Pada siang hari, kelompok itu bertambah menjadi sekitar 10 ribu orang. Orang-orang kampung di sekitar rel kereta api Cikini dan anak-anak sekolah menengah atas yang baru saja pulang sekolah turut berhimpun.
Lalu, sekitar pukul 2 siang, lempar-melempar batu kembali terjadi, bahkan lebih berani. Aparat TNI-Polri membalasnya dengan melempar gas air mata, menyemprotkan water canon, dan memukul mereka dengan pentungan.

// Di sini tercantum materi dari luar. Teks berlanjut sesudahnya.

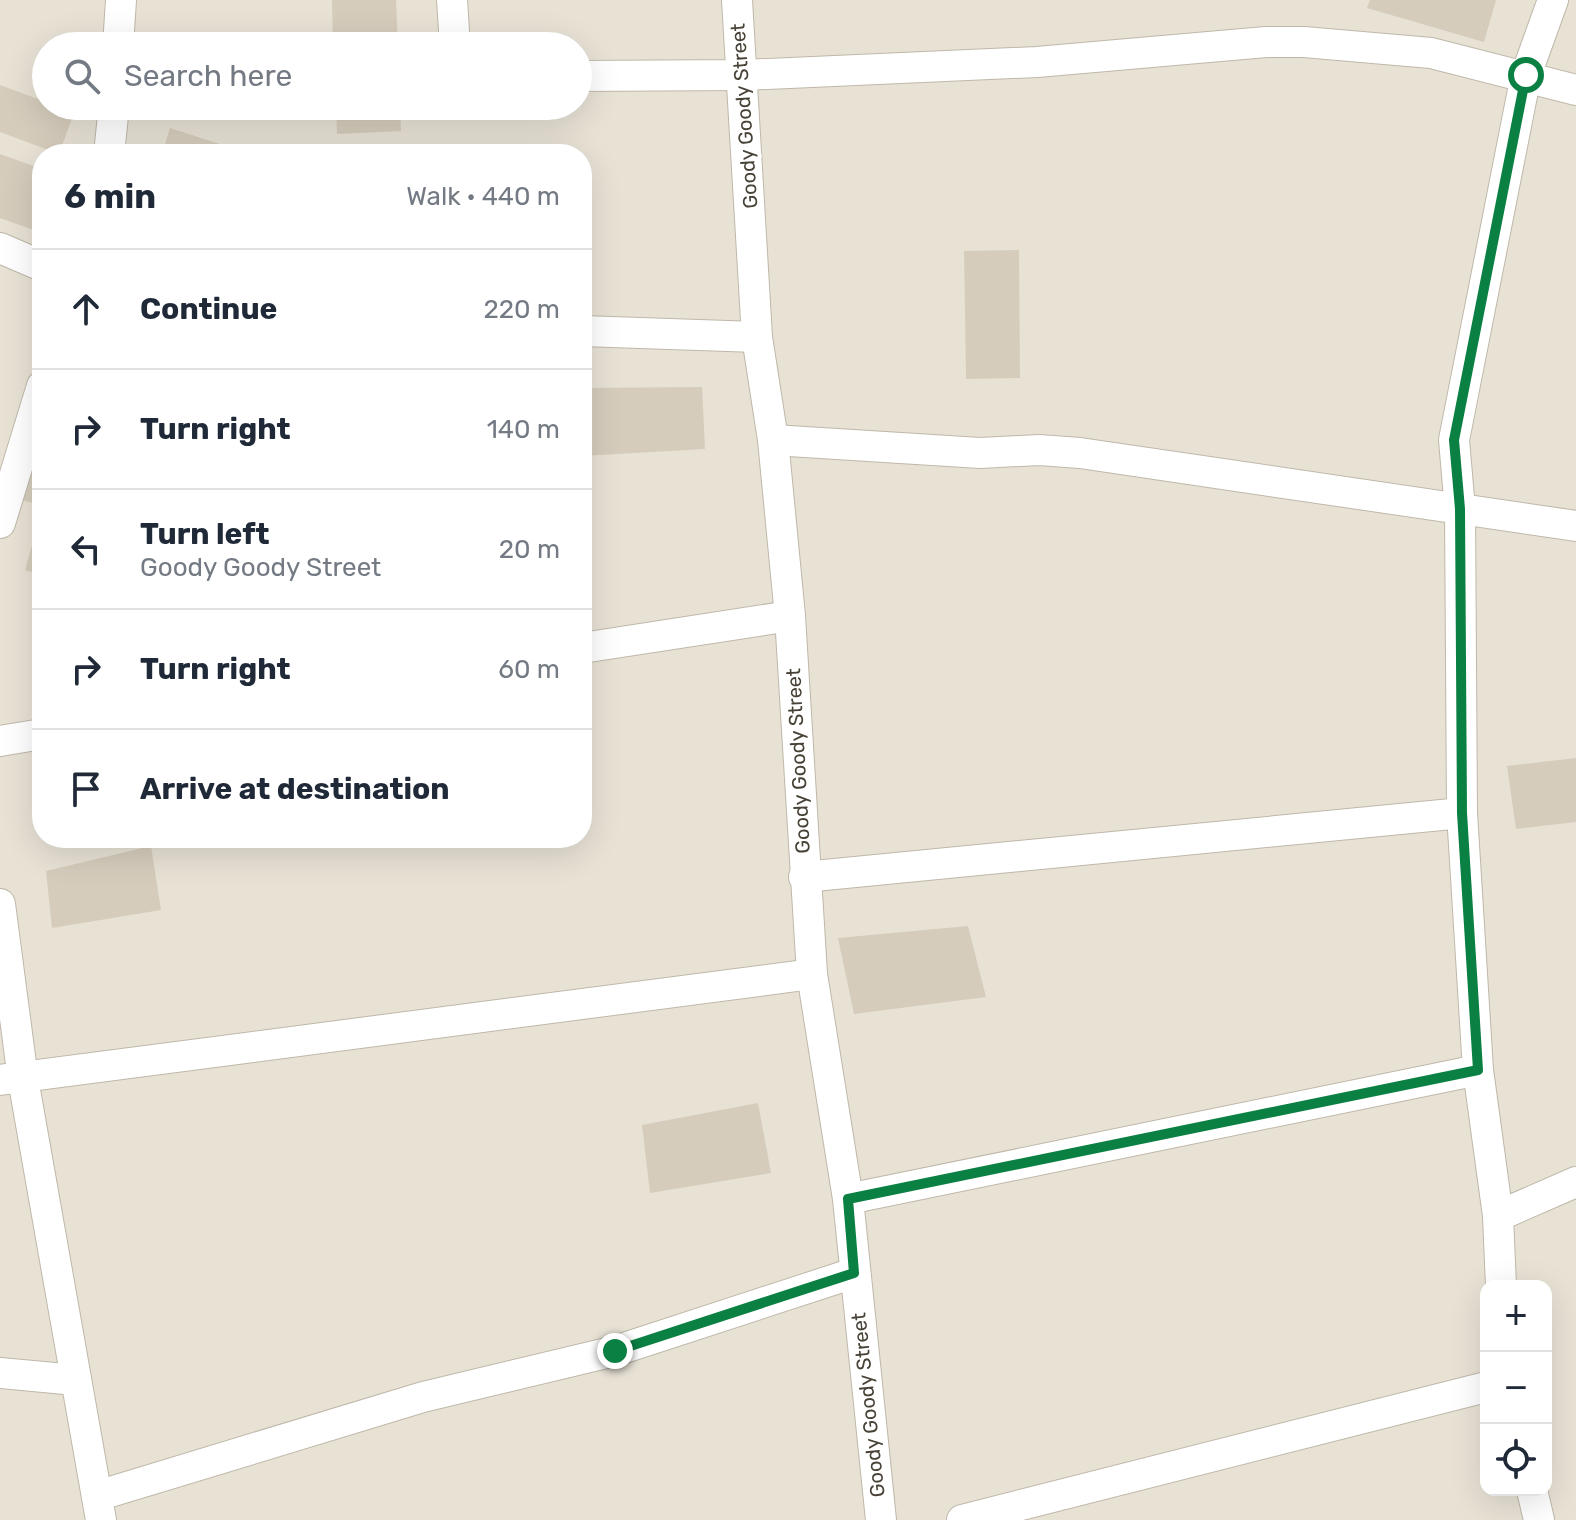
<!DOCTYPE html>
<html lang="en">
<head>
<meta charset="utf-8">
<style>
  :root { --surface:#fff; --page:#f6f6f7; --text:#1f2937; --muted:#747a83; --line:#e0e1e3 }
  body { margin:0; font-family:Rubik,sans-serif; background:var(--page); color:var(--text) }
  .controls { position:absolute; right:24px; bottom:24px; display:grid; overflow:hidden; border-radius:16px; box-shadow:0 8px 32px #0002 }
  .controls button { width:72px; height:72px; display:grid; place-items:center; padding:0; border:0; border-bottom:2px solid var(--line); background:var(--surface); color:var(--text); font:40px sans-serif }
  .stop { position:absolute; width:24px; height:24px; margin:-18px; border:6px solid #0b8043; border-radius:50%; background:#fff }
  .stop.end { background:#0b8043; border-color:#fff; box-shadow:0 2px 8px #0008 }
  .list { margin:0; padding:0; list-style:none }
  h2 { display:flex; justify-content:space-between; align-items:center; height:104px; margin:0; padding:0 32px; font-size:34px }
  h2 small { font-size:26px; font-weight:400; color:var(--muted) }
  .list li { display:grid; grid-template-columns:52px 1fr auto; gap:24px; align-items:center; box-sizing:border-box; height:120px; padding:0 32px; border-top:2px solid var(--line) }
  .list b { display:block; font-size:30px; white-space:nowrap }
  .list p { margin:0; font-size:26px; white-space:nowrap; color:var(--muted) }
  .list em { font-size:26px; font-style:normal; color:var(--muted) }
  .icon { flex:none; width:44px; height:44px; fill:none; stroke:currentColor; stroke-width:2; stroke-linecap:round; stroke-linejoin:round }
  .map { position:relative; flex:none; width:1576px; height:1520px; overflow:hidden }
  .search { position:absolute; background:var(--surface); box-shadow:0 8px 32px #0002; left:32px; top:32px; width:560px; height:88px; display:flex; align-items:center; gap:20px; box-sizing:border-box; padding:0 28px; border-radius:44px; color:var(--muted); font-size:30px }
  .panel { position:absolute; background:var(--surface); box-shadow:0 8px 32px #0002; left:32px; top:144px; width:560px; height:704px; border-radius:32px }
  .map>svg:first-child { display:block }
  .residential { fill:#e8e2d5; fill-rule:evenodd }
  .building { fill:#d5ccbc }
  .lines { fill:none; stroke-linecap:round; stroke-linejoin:round }
  .minor-casing { stroke:#bfb8aa; stroke-width:32 }
  .minor { stroke:#fff; stroke-width:30 }
  .route { stroke:#0b8043; stroke-width:10 }
  .labels { text-anchor:middle; stroke-width:8; stroke-linejoin:round; paint-order:stroke }
  .street-label { font-size:20px; fill:#474136; stroke:#fff }
</style>
</head>
<body>
<div class="map">
<svg width="1576" height="1520" viewBox="0 0 1576 1520">
  <rect width="100%" height="100%" fill="#f4f0e7"/>
  <path class="residential" d="M0 0H1576V1520H0ZM46 46H578V106H46ZM42 154H582V838H42ZM1486 1286H1546V1490H1486Z"/>
  <g class="building">
    <path d="M332 0H396L398 46H333Z"/>
    <path d="M1370 0H1496L1484 42 1367 8Z"/>
    <path d="M0 85 46 102V106H56L74 113 59 154 0 132Z"/>
    <path d="M336 106H400L401 131 337 134Z"/>
    <path d="M170 128 223 145 220 154H162Z"/>
    <path d="M0 154 42 169V233L0 218Z"/>
    <path d="M1019 250 1020 378 966 379 964 251Z"/>
    <path d="M702 387 705 449 582 456V388Z"/>
    <path d="M32 466 42 469V506L22 500Z"/>
    <path d="M37 528 42 529V575L25 570Z"/>
    <path d="M1576 758V822L1516 829 1507 766Z"/>
    <path d="M151 846 161 910 52 928 46 871Z"/>
    <path d="M968 926 986 997 854 1014 838 938Z"/>
    <path d="M758 1103 771 1173 650 1193 642 1125Z"/>
  </g>
  <g class="lines">
    <defs>
      <g id="minor">
        <path d="M452 0 455 46"/>
        <path d="M737 0 757 337 773 440 790 616 812 974 848 1199 881 1520"/>
        <path d="M118 46 121 0"/>
        <path d="M578 76 743 75 1037 62 1266 42H1304L1431 53 1576 90"/>
        <path d="M109 154 114 106"/>
        <path d="M0 248 42 266"/>
        <path d="M582 331 757 337"/>
        <path d="M773 440 980 453 1039 450 1080 453 1576 526"/>
        <path d="M0 523 42 386"/>
        <path d="M582 648 790 616"/>
        <path d="M0 741 42 734"/>
        <path d="M804 877 1462 813"/>
        <path d="M0 904 23 1079 101 1520"/>
        <path d="M0 1080 812 974"/>
        <path d="M848 1199 1478 1070"/>
        <path d="M1498 1216 1576 1182"/>
        <path d="M1501 1286 1498 1216 1478 1070 1462 813 1460 509 1454 440 1526 75 1553 0"/>
        <path d="M0 1373 76 1380"/>
        <path d="M1532 1490 1539 1520"/>
        <path d="M97 1496 423 1397 615 1351 854 1273"/>
        <path d="M962 1520 1486 1387"/>
      </g>
    </defs>
    <use href="#minor" class="minor-casing"/>
    <use href="#minor" class="minor"/>
  </g>
  <g class="lines">
    <path class="route" d="M615 1351 854 1273 848 1199 1478 1070 1462 813 1460 509 1454 440 1526 75"/>
  </g>
  <g class="labels">
    <g class="street-label">
      <text transform="translate(744 116) rotate(-94)" y="7">Goody Goody Street</text>
      <text transform="translate(798 761) rotate(-93)" y="7">Goody Goody Street</text>
      <text transform="translate(868 1405) rotate(-96)" y="7">Goody Goody Street</text>
    </g>
  </g>
</svg>
<div class="controls">
<button>+</button>
<button>−</button>
<button><svg class="icon" aria-label="locate" viewBox="0 0 24 24"><circle cx="12" cy="12" r="6"/><path d="M12 2v4M12 18v4M2 12h4M18 12h4"/></svg></button>
</div>
<div class="stop" style="left:1526px;top:75px"></div>
<div class="stop end" style="left:615px;top:1351px"></div>
<div class="search"><svg class="icon" aria-label="search" viewBox="0 0 24 24"><circle cx="10" cy="10" r="6"/><path d="M15 15l6 6"/></svg>Search here</div>
<section class="panel">
<h2>6 min<small>Walk · 440 m</small></h2>
<ul class="list">
<li><svg class="icon" aria-label="ahead" viewBox="0 0 24 24"><path d="M12 20V5M6 11l6-6 6 6"/></svg><div><b>Continue</b></div><em>220 m</em></li>
<li><svg class="icon" aria-label="right" viewBox="0 0 24 24"><path d="M7 20v-9h11M14 6l5 5-5 5"/></svg><div><b>Turn right</b></div><em>140 m</em></li>
<li><svg class="icon" aria-label="left" viewBox="0 0 24 24"><path d="M17 20v-9H6M10 6l-5 5 5 5"/></svg><div><b>Turn left</b><p>Goody Goody Street</p></div><em>20 m</em></li>
<li><svg class="icon" aria-label="right" viewBox="0 0 24 24"><path d="M7 20v-9h11M14 6l5 5-5 5"/></svg><div><b>Turn right</b></div><em>60 m</em></li>
<li><svg class="icon" aria-label="arrive" viewBox="0 0 24 24"><path d="M6 21V4h12l-3 4 3 4H6"/></svg><div><b>Arrive at destination</b></div></li>
</ul>
</section>
</div>
</body>
</html>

Setelah diserbu aparat, massa tercerai-berai ke segala arah. Kerusuhan di kantor DPP PDI itu memicu kerusuhan yang lebih luas di Jakarta.
Baca Juga:Ketika Manusia Bertanya dan Mengugat, Jokowi Sudah MenjawabnyaUsai Aksi Protes Penggerebekan Imigrasi, Los Angeles Rusuh Donald Trump Kirim Ribuan Garda Nasional
Rekaman kesaksian dalam Wilayah Kekerasan di Jakarta (2009), disusun oleh Jérôme Tadié, menyebutkan kerusuhan itu meluas ke Menteng di sepanjang Jalan Surabaya dan ke arah Salemba di sepanjang Jalan Diponegoro dan Proklamasi. Massa bergerak ke utara menuju Senen, dan ke selatan menuju Kampung Melayu.
Terakhir kali kerusuhan seperti itu terjadi pada peristiwa yang dijuluki Malari alias Malapetaka 15 Januari, 22 tahun sebelumnya.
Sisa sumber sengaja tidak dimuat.